◆ **PROBLEM REQUIREMENTS**: Up to and including the line with "display:grid; place-items:center; width:44px;", copy the records below exactly from their first line.

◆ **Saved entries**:
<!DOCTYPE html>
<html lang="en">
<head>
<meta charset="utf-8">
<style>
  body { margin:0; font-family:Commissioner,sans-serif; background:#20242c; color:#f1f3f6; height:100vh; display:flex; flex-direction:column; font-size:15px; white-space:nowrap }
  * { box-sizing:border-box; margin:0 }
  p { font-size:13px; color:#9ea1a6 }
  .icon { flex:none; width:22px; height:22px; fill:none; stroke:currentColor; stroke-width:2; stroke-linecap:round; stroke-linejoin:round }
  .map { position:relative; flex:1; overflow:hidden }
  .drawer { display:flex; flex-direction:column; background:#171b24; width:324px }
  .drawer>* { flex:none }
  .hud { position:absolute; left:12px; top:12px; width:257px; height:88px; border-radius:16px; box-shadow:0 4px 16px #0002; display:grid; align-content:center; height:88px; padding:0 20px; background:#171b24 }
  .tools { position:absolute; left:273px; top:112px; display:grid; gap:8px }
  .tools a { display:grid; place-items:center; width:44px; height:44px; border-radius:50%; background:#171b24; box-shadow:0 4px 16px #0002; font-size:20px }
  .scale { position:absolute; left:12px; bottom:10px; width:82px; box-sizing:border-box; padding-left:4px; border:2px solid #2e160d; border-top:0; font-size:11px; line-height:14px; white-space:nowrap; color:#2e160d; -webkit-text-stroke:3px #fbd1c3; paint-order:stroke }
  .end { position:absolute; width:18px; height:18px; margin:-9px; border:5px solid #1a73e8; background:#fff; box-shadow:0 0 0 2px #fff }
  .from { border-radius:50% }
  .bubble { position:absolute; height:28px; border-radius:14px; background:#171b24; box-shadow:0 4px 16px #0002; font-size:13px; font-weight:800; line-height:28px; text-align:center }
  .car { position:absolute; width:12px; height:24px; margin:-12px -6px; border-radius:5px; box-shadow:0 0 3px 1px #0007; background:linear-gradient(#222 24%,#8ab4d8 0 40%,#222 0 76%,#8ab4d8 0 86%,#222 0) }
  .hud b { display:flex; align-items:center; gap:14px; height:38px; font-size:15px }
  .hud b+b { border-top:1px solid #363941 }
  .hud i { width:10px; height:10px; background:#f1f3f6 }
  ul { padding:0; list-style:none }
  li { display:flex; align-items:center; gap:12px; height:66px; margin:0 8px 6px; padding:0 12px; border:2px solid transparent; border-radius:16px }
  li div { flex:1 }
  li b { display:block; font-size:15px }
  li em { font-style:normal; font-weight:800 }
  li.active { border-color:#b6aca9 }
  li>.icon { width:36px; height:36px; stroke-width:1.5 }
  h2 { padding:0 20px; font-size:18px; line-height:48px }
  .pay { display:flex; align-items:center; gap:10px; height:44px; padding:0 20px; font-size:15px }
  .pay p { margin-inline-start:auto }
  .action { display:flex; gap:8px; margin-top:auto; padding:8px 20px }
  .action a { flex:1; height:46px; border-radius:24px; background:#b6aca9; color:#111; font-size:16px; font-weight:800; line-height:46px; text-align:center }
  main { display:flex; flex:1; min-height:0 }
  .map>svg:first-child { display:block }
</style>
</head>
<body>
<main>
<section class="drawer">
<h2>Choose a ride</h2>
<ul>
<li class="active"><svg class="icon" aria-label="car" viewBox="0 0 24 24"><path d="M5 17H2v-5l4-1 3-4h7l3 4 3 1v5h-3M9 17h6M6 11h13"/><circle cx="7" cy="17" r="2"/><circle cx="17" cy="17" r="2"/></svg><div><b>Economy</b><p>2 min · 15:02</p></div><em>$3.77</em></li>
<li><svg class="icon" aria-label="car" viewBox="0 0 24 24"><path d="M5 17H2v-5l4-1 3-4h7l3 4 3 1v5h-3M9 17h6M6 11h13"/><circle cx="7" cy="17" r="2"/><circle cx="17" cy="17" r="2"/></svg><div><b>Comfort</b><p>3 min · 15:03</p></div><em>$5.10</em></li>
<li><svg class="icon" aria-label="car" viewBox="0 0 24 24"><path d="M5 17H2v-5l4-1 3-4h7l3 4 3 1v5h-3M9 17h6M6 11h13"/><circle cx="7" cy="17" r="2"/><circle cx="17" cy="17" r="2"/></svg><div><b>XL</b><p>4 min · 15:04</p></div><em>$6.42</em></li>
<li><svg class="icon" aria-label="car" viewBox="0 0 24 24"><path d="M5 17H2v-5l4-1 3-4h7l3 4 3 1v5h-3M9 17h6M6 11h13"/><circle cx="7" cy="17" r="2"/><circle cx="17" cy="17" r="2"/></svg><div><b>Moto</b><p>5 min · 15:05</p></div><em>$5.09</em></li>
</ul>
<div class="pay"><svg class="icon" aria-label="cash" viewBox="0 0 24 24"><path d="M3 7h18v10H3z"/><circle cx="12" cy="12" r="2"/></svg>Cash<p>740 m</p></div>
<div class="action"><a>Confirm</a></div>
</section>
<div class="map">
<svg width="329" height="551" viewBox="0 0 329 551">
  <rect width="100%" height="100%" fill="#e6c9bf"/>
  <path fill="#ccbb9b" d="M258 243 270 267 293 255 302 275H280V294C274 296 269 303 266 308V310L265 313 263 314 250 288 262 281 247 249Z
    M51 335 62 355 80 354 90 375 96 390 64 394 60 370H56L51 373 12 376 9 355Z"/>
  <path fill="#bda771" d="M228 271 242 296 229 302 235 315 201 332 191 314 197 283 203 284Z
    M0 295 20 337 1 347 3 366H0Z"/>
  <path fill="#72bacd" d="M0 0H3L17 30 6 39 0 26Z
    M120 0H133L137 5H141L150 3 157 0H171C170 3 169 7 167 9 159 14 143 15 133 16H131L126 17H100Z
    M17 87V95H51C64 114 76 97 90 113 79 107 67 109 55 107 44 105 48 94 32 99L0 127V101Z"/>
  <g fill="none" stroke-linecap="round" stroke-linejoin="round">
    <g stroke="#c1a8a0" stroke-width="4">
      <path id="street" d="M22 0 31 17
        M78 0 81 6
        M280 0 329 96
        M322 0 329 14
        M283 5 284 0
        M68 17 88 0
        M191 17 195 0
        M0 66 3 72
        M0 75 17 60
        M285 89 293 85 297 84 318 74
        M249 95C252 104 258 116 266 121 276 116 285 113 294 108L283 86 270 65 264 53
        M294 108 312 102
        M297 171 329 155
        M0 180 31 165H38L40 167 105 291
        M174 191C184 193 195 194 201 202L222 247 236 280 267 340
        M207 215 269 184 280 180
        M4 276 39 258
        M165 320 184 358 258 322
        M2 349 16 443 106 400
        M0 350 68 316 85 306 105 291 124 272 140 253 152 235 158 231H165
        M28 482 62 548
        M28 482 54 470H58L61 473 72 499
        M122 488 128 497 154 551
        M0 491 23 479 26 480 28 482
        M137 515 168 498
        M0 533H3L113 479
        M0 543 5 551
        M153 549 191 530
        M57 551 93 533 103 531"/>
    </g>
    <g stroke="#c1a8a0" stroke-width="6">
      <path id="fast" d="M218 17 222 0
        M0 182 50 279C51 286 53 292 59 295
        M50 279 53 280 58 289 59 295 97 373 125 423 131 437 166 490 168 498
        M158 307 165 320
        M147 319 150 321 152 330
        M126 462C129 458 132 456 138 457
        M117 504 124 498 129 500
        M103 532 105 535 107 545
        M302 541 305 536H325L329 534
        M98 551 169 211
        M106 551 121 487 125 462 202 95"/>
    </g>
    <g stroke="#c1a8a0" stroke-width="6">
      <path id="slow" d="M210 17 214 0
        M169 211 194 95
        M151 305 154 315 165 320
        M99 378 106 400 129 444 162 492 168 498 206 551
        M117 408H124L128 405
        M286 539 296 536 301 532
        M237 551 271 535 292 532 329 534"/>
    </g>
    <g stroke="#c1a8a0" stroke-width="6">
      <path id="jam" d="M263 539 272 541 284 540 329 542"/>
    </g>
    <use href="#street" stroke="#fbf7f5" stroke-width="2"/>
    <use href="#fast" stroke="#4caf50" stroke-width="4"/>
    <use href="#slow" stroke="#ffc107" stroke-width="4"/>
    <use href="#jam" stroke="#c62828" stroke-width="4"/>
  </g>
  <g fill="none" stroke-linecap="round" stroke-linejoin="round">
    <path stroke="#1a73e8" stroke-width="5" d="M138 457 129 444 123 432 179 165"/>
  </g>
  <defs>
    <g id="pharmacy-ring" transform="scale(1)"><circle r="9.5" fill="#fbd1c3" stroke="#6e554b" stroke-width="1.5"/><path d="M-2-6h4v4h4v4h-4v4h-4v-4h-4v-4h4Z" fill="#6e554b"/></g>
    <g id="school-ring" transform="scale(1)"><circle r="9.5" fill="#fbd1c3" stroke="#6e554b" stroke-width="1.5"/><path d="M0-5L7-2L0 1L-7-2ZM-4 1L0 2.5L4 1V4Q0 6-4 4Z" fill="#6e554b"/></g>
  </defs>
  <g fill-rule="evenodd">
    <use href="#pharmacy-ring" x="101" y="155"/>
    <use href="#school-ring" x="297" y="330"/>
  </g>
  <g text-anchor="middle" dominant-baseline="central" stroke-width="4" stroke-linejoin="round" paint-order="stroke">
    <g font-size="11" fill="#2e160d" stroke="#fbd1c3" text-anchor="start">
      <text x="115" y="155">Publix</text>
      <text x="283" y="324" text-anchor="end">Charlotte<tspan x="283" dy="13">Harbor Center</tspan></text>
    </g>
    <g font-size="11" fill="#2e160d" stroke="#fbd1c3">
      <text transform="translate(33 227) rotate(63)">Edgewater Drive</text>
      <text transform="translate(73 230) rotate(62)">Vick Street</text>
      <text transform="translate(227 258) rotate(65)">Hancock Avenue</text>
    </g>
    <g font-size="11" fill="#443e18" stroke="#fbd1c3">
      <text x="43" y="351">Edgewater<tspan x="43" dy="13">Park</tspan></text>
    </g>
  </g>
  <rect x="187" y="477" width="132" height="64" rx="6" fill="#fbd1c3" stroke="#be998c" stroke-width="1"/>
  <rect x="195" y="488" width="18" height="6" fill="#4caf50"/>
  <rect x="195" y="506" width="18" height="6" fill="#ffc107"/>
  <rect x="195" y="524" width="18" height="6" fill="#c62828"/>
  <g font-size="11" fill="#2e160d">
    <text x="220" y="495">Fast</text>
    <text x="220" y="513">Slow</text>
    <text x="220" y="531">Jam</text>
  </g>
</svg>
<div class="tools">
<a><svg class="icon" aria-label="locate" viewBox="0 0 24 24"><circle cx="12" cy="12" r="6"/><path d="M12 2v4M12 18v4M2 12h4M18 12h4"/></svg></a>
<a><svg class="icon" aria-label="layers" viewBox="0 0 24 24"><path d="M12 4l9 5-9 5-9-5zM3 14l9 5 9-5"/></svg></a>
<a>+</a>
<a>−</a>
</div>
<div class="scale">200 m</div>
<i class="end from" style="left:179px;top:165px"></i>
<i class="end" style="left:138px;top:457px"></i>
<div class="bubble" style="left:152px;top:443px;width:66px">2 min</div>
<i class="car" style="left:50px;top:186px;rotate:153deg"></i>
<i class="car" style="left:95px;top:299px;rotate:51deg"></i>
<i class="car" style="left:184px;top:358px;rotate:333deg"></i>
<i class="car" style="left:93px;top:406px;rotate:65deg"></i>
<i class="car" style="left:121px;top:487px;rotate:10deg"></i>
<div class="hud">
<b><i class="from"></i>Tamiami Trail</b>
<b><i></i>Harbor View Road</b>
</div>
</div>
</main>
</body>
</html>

◆ **REPLY TO THE EXERCISE**:
<!DOCTYPE html>
<html lang="en">
<head>
<meta charset="utf-8">
<style>
  body { margin:0; font-family:Commissioner,sans-serif; background:#20242c; color:#f1f3f6; height:100vh; display:flex; flex-direction:column; font-size:15px; white-space:nowrap }
  * { box-sizing:border-box; margin:0 }
  p { font-size:13px; color:#9ea1a6 }
  .icon { flex:none; width:22px; height:22px; fill:none; stroke:currentColor; stroke-width:2; stroke-linecap:round; stroke-linejoin:round }
  .map { position:relative; flex:1; overflow:hidden }
  .drawer { display:flex; flex-direction:column; background:#171b24; width:324px }
  .drawer>* { flex:none }
  .hud { position:absolute; left:12px; top:12px; width:257px; height:88px; border-radius:16px; box-shadow:0 4px 16px #0002; display:grid; align-content:center; height:88px; padding:0 20px; background:#171b24 }
  .tools { position:absolute; left:273px; top:112px; display:grid; gap:8px }
  .tools a { display:grid; place-items:center; width:44px; height:44px; border-radius:50%; background:#171b24; box-shadow:0 4px 16px #0002; font-size:20px }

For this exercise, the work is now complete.